= Electrostatic coating =

Electrostatic coating is a manufacturing process that employs charged particles to more efficiently paint a workpiece. Paint, in the form of either powdered particles or atomized liquid, is initially projected towards a conductive workpiece using normal spraying methods, and is then accelerated toward the work piece by a powerful electrostatic charge.

An addition to the electrostatic coating (or e-coating) process is dipping electrically conductive parts into a tank of paint that is then electrostatically charged. The ionic bond of the paint to the metal creates the paint coating, in which its thickness is directly proportional to the length of time the parts are left in the tank and the time the charge remains active.
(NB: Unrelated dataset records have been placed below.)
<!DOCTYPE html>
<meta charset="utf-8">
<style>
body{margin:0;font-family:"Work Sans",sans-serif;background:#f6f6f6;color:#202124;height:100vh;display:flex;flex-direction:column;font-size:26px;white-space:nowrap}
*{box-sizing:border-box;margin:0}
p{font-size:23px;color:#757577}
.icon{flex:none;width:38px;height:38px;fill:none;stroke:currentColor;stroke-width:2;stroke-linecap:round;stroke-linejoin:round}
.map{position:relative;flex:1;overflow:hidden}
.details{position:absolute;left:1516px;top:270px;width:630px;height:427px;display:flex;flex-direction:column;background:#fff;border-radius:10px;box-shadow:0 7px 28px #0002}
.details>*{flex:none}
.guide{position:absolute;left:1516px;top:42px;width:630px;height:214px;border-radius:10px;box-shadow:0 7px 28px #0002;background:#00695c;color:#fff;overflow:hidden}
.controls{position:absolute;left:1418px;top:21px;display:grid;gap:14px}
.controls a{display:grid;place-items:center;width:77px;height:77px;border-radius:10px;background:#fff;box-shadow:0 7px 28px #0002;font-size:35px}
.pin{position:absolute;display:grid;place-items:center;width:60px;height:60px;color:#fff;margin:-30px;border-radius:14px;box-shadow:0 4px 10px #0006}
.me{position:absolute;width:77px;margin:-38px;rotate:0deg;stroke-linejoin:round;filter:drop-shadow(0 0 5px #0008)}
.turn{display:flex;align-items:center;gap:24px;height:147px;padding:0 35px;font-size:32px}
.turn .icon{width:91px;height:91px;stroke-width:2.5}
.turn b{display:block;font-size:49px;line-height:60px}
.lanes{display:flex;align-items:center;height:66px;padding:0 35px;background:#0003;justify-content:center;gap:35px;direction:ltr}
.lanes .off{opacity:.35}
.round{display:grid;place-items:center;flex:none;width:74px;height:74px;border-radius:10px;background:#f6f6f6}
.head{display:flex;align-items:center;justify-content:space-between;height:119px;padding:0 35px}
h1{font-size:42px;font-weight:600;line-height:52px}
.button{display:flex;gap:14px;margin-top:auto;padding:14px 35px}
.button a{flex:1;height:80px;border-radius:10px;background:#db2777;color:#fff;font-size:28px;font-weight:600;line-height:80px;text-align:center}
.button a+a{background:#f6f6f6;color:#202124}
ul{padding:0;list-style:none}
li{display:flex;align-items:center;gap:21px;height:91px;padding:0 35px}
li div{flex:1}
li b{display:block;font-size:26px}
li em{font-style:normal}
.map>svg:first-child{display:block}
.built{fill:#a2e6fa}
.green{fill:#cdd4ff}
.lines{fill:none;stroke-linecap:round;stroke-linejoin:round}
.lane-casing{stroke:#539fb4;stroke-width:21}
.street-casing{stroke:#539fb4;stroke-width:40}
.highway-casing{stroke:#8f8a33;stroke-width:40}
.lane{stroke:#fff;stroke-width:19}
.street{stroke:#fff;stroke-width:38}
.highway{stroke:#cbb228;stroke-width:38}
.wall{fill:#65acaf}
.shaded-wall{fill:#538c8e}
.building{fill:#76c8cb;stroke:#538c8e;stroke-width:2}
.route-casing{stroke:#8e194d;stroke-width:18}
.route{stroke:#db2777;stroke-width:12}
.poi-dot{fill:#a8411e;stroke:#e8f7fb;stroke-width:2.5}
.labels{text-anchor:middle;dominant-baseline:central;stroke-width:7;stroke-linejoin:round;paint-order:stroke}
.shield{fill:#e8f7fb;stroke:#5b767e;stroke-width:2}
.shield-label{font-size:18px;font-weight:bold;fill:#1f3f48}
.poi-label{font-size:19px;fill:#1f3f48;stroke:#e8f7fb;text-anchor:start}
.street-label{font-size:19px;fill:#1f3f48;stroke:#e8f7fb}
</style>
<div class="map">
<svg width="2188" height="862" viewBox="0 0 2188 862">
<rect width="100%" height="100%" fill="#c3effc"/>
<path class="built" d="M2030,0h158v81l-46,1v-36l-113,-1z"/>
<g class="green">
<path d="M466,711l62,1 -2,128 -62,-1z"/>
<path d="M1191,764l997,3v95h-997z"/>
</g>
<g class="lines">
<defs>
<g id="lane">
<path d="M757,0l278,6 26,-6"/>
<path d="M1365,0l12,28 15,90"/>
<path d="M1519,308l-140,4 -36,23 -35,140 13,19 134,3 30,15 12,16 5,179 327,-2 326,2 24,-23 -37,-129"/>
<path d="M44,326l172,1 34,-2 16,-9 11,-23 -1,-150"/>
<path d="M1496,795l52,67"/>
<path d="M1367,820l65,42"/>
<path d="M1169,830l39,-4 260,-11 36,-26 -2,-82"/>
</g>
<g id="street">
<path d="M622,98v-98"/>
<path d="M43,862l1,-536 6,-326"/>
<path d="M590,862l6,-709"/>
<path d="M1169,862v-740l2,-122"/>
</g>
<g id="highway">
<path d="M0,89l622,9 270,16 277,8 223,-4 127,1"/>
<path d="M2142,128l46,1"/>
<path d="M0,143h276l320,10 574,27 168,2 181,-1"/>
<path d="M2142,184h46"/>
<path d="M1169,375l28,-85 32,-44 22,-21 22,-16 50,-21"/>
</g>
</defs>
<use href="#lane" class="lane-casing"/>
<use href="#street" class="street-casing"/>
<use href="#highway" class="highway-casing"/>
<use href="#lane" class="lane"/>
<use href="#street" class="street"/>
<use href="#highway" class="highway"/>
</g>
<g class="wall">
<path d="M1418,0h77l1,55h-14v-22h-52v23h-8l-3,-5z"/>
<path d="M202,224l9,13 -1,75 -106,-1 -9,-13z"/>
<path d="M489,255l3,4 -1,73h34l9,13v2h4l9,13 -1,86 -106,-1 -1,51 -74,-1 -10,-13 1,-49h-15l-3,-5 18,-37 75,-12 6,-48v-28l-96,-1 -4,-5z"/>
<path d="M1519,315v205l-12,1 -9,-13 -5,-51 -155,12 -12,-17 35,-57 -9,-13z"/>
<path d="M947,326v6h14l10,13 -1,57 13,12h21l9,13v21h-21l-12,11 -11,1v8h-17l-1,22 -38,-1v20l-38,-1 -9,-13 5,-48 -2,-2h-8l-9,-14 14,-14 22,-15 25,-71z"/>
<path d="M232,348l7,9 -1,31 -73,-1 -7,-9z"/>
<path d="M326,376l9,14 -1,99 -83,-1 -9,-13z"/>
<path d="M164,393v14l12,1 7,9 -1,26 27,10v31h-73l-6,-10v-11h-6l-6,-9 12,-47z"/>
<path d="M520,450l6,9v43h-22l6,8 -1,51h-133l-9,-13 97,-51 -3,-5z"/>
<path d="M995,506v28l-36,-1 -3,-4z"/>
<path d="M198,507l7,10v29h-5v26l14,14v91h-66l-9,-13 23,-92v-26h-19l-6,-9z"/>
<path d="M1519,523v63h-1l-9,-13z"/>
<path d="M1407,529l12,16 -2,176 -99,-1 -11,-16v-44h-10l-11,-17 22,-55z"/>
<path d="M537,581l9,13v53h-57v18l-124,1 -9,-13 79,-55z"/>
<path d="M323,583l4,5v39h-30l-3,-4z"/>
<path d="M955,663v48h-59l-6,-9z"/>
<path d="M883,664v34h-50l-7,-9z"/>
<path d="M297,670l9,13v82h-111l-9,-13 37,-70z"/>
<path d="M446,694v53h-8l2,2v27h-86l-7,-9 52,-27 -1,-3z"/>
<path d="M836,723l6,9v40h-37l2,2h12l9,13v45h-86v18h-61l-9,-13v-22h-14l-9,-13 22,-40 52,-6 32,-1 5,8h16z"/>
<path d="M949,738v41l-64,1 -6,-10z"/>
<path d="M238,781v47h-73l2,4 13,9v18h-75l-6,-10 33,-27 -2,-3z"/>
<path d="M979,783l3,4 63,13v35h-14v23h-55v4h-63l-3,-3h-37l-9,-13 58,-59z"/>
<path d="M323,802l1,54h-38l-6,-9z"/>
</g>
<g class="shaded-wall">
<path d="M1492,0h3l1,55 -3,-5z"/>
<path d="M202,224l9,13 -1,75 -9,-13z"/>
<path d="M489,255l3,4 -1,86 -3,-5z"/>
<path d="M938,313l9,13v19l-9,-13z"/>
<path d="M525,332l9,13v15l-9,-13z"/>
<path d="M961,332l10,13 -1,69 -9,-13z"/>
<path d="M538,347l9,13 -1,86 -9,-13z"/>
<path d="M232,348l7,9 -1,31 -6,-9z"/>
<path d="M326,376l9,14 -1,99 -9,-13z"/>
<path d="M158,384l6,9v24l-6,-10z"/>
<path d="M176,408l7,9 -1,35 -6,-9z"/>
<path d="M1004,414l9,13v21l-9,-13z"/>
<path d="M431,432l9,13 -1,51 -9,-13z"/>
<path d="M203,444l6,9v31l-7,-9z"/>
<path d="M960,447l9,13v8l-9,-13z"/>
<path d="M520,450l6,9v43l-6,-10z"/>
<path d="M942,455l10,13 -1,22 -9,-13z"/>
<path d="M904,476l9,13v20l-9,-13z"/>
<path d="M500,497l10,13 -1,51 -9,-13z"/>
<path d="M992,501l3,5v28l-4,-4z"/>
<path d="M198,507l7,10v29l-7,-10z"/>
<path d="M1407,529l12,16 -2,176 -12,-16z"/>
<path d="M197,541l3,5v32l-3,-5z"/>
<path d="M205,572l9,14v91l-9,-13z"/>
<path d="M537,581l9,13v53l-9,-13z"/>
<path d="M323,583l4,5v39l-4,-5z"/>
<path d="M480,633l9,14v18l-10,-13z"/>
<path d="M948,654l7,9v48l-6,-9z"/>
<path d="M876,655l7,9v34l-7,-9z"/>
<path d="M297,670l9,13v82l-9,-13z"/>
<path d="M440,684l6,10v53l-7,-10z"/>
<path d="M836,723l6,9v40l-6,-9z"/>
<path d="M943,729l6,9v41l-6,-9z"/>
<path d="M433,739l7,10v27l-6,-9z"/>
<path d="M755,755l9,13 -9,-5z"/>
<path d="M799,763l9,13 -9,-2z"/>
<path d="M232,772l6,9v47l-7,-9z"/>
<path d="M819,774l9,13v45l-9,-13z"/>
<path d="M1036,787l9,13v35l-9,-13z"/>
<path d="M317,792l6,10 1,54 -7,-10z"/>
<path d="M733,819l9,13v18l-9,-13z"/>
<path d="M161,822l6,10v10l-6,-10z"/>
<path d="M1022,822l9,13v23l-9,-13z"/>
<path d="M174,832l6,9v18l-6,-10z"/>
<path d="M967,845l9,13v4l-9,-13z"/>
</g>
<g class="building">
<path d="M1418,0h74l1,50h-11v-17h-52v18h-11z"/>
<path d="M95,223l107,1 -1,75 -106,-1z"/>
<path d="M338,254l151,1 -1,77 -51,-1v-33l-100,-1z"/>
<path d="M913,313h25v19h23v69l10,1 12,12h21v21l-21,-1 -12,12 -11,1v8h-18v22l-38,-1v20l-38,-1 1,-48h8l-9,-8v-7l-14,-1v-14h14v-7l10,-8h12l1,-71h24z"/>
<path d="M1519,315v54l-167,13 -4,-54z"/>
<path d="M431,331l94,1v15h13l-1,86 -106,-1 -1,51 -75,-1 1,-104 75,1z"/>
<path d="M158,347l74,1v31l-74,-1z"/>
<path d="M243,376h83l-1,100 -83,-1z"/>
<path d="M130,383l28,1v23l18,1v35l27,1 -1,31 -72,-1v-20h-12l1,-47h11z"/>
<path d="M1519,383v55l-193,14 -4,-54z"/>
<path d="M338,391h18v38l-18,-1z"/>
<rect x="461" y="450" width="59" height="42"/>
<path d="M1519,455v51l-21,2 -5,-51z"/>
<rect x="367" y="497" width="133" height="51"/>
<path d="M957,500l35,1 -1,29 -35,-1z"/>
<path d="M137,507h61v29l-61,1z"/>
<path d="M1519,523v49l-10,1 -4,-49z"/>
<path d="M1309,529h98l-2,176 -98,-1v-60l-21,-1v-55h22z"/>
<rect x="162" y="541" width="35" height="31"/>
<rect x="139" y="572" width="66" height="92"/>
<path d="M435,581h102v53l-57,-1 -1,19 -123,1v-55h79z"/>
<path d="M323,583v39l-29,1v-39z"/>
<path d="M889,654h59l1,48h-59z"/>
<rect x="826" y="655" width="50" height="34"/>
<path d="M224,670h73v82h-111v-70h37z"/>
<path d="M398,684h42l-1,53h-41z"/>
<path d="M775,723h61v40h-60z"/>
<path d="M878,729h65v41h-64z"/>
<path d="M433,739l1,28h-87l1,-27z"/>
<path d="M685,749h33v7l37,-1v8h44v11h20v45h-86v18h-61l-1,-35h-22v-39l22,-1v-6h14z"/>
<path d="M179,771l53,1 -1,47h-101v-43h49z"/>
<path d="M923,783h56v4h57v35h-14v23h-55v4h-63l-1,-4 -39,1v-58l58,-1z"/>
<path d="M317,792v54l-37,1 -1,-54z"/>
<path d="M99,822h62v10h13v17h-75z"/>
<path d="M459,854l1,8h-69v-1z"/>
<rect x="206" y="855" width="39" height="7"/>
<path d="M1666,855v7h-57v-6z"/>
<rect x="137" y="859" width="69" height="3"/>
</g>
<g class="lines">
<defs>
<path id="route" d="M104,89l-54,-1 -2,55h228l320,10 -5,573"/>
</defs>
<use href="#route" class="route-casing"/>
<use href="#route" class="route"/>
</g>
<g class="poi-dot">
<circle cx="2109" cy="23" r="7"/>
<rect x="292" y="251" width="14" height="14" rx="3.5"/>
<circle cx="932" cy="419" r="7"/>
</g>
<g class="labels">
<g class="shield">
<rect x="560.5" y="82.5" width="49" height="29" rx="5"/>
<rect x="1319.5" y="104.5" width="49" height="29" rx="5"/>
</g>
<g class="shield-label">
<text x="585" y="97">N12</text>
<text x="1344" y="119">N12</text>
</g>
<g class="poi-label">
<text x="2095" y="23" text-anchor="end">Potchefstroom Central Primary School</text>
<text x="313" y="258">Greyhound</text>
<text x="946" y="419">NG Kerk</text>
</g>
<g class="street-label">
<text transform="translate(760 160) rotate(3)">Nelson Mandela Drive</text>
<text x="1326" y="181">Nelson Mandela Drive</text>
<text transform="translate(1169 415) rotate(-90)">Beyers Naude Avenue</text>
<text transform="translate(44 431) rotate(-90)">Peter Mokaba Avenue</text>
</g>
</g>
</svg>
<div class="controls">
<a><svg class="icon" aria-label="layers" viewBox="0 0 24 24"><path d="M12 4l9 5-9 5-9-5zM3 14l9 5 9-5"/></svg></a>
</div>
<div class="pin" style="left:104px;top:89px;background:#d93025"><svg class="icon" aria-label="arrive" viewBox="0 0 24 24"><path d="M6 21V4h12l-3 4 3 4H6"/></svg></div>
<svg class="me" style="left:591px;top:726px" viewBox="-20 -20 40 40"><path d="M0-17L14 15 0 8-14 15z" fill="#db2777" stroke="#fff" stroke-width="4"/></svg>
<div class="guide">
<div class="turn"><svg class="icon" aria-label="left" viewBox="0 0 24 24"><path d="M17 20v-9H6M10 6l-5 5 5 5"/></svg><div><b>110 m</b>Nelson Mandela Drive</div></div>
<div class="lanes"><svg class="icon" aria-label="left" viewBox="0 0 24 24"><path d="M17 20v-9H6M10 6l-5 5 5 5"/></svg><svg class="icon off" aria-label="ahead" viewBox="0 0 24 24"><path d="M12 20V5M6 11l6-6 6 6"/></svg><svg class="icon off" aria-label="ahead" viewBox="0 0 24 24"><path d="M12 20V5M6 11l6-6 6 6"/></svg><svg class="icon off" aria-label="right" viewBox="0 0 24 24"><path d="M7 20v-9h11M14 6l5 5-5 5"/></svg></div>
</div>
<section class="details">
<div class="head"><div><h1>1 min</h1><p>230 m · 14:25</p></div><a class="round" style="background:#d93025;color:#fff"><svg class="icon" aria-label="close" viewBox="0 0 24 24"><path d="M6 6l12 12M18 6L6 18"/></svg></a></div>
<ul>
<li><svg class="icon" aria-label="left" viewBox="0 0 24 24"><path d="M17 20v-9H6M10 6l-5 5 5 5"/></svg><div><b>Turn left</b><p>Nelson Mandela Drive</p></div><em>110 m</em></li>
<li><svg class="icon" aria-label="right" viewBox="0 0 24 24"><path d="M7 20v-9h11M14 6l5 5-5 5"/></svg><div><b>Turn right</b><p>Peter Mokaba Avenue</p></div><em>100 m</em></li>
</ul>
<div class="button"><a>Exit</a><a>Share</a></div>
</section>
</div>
Once the parts are removed from the paint tank, they are rinsed off to remove any residual paint that is not ionically bonded, leaving a thin film of electrostatically bonded paint on the surface of the part.
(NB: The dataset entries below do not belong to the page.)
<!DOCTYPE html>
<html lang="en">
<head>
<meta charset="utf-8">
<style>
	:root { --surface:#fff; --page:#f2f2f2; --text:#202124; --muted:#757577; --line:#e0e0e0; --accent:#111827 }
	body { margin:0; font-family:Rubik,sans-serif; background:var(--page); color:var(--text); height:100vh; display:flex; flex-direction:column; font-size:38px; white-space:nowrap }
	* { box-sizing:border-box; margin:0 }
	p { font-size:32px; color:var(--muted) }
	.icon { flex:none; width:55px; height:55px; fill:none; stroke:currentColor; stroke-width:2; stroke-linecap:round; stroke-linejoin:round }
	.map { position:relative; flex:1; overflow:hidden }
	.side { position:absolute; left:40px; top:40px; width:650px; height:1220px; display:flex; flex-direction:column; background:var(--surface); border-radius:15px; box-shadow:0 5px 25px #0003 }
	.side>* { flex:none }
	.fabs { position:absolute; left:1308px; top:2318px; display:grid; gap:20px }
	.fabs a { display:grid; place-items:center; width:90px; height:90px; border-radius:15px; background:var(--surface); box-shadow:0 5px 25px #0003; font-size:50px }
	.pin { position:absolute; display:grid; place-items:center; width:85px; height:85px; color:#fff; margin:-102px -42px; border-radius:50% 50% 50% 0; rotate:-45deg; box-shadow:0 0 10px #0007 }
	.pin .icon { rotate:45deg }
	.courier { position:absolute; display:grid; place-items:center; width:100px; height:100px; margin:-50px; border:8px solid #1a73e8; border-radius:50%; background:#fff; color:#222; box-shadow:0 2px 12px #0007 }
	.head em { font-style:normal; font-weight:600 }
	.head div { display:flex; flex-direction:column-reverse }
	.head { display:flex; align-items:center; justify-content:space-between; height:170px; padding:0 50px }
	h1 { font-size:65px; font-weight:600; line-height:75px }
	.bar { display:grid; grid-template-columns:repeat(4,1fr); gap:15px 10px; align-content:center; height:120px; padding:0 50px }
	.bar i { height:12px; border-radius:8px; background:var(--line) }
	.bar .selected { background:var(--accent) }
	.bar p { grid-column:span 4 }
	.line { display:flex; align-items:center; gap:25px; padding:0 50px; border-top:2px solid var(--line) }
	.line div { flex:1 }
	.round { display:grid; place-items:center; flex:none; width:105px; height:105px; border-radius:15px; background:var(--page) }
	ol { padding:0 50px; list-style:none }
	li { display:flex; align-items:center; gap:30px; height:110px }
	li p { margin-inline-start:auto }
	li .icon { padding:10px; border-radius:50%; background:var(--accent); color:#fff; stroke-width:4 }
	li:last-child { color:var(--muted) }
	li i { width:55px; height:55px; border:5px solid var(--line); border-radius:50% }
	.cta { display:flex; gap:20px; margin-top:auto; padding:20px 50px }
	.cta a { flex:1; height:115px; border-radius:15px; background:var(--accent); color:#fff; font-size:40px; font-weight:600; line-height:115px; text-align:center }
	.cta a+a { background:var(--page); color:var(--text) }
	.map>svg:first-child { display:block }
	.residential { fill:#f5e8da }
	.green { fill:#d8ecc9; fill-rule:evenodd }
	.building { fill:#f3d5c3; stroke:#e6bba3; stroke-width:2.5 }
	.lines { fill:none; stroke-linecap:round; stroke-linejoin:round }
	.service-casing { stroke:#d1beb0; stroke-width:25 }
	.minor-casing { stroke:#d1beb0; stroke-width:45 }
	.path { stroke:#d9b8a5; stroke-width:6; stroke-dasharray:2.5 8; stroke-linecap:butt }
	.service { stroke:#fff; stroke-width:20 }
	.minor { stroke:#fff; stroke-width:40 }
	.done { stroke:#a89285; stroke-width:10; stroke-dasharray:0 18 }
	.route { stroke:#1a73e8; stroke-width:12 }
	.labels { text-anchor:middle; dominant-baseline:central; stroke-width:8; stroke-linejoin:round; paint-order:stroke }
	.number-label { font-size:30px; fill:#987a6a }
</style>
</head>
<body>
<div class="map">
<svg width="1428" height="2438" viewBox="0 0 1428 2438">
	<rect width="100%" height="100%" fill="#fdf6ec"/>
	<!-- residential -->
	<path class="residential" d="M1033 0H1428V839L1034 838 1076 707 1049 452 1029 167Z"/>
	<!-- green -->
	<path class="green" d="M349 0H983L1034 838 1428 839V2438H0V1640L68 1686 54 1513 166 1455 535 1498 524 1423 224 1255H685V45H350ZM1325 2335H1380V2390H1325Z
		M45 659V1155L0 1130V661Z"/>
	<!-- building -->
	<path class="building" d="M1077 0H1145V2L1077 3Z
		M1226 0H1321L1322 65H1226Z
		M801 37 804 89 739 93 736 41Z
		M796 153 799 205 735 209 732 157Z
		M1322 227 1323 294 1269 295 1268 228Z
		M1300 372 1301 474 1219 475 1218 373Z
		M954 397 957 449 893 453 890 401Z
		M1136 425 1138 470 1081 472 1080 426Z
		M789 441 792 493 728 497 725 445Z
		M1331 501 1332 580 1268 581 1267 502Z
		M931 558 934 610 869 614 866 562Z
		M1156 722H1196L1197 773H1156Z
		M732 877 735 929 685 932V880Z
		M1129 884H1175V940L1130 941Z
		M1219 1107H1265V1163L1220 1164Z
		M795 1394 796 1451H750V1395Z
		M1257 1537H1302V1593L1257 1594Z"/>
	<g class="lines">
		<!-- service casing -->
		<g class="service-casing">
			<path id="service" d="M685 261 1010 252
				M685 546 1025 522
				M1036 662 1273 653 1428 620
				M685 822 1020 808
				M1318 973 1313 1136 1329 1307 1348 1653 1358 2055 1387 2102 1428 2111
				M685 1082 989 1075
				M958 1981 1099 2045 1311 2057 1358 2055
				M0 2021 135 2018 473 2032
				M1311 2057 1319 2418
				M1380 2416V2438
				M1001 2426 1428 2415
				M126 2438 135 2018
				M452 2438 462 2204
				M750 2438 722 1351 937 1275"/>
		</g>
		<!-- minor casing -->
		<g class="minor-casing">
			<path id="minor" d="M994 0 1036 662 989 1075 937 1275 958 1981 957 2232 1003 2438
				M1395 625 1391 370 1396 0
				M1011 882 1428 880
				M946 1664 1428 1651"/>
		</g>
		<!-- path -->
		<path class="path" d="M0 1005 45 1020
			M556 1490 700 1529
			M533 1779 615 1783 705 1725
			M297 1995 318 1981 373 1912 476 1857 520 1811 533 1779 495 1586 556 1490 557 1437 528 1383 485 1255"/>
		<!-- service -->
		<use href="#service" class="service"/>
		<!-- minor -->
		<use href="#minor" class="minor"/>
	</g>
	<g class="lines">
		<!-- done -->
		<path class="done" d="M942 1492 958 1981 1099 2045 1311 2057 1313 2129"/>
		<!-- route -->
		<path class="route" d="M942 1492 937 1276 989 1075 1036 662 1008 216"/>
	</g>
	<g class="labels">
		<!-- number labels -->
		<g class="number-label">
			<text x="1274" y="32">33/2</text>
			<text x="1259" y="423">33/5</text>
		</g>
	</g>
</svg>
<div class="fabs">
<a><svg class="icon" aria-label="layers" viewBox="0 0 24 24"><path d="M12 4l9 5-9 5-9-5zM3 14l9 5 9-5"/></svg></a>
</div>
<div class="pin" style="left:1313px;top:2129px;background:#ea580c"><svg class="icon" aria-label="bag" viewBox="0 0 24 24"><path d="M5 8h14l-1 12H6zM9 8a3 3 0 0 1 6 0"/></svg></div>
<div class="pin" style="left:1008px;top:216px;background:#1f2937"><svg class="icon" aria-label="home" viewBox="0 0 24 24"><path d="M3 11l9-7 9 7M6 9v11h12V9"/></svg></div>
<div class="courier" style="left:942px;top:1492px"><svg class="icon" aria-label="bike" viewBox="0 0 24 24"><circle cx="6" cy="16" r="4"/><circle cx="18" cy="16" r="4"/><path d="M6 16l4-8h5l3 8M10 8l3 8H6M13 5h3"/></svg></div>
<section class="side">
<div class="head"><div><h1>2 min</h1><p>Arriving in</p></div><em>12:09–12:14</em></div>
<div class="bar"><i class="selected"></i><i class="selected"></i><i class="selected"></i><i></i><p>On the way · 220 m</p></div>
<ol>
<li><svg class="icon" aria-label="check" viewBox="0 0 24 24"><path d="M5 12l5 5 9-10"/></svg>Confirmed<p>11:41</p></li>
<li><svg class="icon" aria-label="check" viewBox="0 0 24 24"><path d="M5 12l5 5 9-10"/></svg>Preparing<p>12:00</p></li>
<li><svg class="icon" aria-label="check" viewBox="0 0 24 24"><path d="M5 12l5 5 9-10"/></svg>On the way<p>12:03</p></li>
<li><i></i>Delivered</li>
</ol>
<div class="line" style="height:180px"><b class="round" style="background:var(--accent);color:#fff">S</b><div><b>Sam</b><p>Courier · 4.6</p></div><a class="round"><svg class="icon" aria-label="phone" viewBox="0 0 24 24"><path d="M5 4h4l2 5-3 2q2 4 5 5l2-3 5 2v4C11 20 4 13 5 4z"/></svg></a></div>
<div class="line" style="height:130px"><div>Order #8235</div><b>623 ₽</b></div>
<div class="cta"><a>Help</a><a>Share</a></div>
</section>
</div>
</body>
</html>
== Process characteristics ==
- Uses a high voltage electrostatic charge which is applied to both the workpiece and the sprayer mechanism
- Uses 95% of sprayed paint due to reduced over-spray and better wrap-around
- Paint materials can be either powdered or liquid
- Process can be either automatic or manual
- Workpieces must be conductive
- Workpieces are usually baked after coated
- The baked on paint adheres extremely well and is difficult to remove without aggressive means of removal.

== Process ==
The workpiece travels down a conveyor belt towards a paint booth, or paint tank, where it is sprayed with, or dipped into, electrostatically charged paint particles. Integrated into a powder paint booth is a powder recovery unit, which recovers between 95% and 100% of the paint over-spray coatings. After the workpiece is coated, it continues on the conveyor belt to an oven, where the paint is cured. The benefits to the process of electrostatic coating are the ability to recover the little over-spray and having the process automated which will cut costs. The reason for the little overspray is the paint particles that do not hit the piece will turn in the air and go back to the piece. There are also some drawbacks to the process: everything in the area of the coating must be grounded to prevent static buildup and can easily arc, damaging the hanging devices and/or the locations where the hanging devices rest on the conveyor. All hangers, conveyors, etc. must be cleaned often to ensure a good ground and prevent anyone in the area from getting a severe shock. In an airborne system, any recesses on the piece that is being coated can be missed because the electrostatic paint is more attracted to corners and sharp edges; this means that another process for coating can be a better option if the piece has recesses. In the dipping process, air entrapment can occur in blind holes and deep recesses, so the positioning of the part as it enters the paint tank is critical in removing any trapped air that will restrict paint coverage.

== Workpiece geometry ==
The geometry of the workpiece is limited only by the size of the paint booth or tank. Using electrostatic coating, it is possible to apply paint in various thicknesses being limited only by the paint's tendency to run and therefore ruin the coating if applied in too thick a manner. It is usually preferred to apply many thin coats as opposed to one thick coat.

== Setup and equipment ==
The job may be delivered to the coating booth or hangers in any fashion, most commonly using either hands or pliers. After passing through the booth, or tank, and getting coated, the workpiece then either goes into a baking oven or out into the open air to allow the paint to cure on the part. In spray coating, many different spray nozzles may be used depending on the desired paint consistency and the shape of the workpiece.

== Typical tools and geometry produced ==
There are a wide variety of spray nozzles available for use in electrostatic coating. The type of nozzle used will largely depend on the shape of workpiece to be painted and the consistency of the paint.